■ **Exercise aim**:
Each entry, as given, must be output unchanged.

■ **Material provided**:
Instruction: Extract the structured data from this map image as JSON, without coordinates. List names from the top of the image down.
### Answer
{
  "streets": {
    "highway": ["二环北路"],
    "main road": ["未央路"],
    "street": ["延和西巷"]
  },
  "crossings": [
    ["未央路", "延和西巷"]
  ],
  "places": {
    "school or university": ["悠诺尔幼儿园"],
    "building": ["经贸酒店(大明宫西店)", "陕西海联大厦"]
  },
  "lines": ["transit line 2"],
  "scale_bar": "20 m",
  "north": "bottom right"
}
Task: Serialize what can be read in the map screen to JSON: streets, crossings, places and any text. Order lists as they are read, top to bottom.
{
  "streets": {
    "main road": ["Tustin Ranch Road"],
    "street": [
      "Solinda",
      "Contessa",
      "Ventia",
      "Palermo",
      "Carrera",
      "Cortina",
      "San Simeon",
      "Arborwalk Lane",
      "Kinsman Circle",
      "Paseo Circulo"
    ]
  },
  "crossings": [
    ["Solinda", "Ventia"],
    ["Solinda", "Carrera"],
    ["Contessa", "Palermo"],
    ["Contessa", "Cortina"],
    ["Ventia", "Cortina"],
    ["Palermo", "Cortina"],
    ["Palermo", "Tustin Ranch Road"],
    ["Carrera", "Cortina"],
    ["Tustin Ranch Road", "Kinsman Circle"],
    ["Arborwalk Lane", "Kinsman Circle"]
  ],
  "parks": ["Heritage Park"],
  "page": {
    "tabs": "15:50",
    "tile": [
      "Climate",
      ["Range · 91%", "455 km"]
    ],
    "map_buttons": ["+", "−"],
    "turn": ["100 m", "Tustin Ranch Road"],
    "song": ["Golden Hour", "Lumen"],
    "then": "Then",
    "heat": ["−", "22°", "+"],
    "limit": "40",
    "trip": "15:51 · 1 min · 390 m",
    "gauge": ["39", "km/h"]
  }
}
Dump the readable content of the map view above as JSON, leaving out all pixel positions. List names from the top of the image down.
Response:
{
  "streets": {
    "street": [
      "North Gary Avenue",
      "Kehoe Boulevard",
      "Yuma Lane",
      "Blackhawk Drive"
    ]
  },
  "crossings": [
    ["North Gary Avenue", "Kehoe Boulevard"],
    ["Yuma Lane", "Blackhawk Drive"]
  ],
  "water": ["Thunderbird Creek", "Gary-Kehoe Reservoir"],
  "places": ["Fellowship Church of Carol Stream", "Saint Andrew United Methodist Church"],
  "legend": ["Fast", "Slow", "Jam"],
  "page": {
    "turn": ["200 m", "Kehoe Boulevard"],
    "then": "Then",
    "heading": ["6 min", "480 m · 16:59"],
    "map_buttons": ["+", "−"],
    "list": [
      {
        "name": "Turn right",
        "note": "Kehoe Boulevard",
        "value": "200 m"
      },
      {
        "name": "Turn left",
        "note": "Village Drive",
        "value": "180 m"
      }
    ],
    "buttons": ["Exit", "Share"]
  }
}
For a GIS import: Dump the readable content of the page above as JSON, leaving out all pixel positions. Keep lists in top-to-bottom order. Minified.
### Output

■ **Response for this exercise**:
Instruction: Extract the structured data from this map image as JSON, without coordinates. List names from the top of the image down.
### Answer
{
  "streets": {
    "highway": ["二环北路"],
    "main road": ["未央路"],
    "street": ["延和西巷"]
  },
  "crossings": [
    ["未央路", "延和西巷"]
  ],
  "places": {
    "school or university": ["悠诺尔幼儿园"],
    "building": ["经贸酒店(大明宫西店)", "陕西海联大厦"]
  },
  "lines": ["transit line 2"],
  "scale_bar": "20 m",
  "north": "bottom right"
}
Task: Serialize what can be read in the map screen to JSON: streets, crossings, places and any text. Order lists as they are read, top to bottom.
{
  "streets": {
    "main road": ["Tustin Ranch Road"],
    "street": [
      "Solinda",
      "Contessa",
      "Ventia",
      "Palermo",
      "Carrera",
      "Cortina",
      "San Simeon",
      "Arborwalk Lane",
      "Kinsman Circle",
      "Paseo Circulo"
    ]
  },
  "crossings": [
    ["Solinda", "Ventia"],
    ["Solinda", "Carrera"],
    ["Contessa", "Palermo"],
    ["Contessa", "Cortina"],
    ["Ventia", "Cortina"],
    ["Palermo", "Cortina"],
    ["Palermo", "Tustin Ranch Road"],
    ["Carrera", "Cortina"],
    ["Tustin Ranch Road", "Kinsman Circle"],
    ["Arborwalk Lane", "Kinsman Circle"]
  ],
  "parks": ["Heritage Park"],
  "page": {
    "tabs": "15:50",
    "tile": [
      "Climate",
      ["Range · 91%", "455 km"]
    ],
    "map_buttons": ["+", "−"],
    "turn": ["100 m", "Tustin Ranch Road"],
    "song": ["Golden Hour", "Lumen"],
    "then": "Then",
    "heat": ["−", "22°", "+"],
    "limit": "40",
    "trip": "15:51 · 1 min · 390 m",
    "gauge": ["39", "km/h"]
  }
}
Dump the readable content of the map view above as JSON, leaving out all pixel positions. List names from the top of the image down.
Response:
{
  "streets": {
    "street": [
      "North Gary Avenue",
      "Kehoe Boulevard",
      "Yuma Lane",
      "Blackhawk Drive"
    ]
  },
  "crossings": [
    ["North Gary Avenue", "Kehoe Boulevard"],
    ["Yuma Lane", "Blackhawk Drive"]
  ],
  "water": ["Thunderbird Creek", "Gary-Kehoe Reservoir"],
  "places": ["Fellowship Church of Carol Stream", "Saint Andrew United Methodist Church"],
  "legend": ["Fast", "Slow", "Jam"],
  "page": {
    "turn": ["200 m", "Kehoe Boulevard"],
    "then": "Then",
    "heading": ["6 min", "480 m · 16:59"],
    "map_buttons": ["+", "−"],
    "list": [
      {
        "name": "Turn right",
        "note": "Kehoe Boulevard",
        "value": "200 m"
      },
      {
        "name": "Turn left",
        "note": "Village Drive",
        "value": "180 m"
      }
    ],
    "buttons": ["Exit", "Share"]
  }
}
For a GIS import: Dump the readable content of the page above as JSON, leaving out all pixel positions. Keep lists in top-to-bottom order. Minified.
### Output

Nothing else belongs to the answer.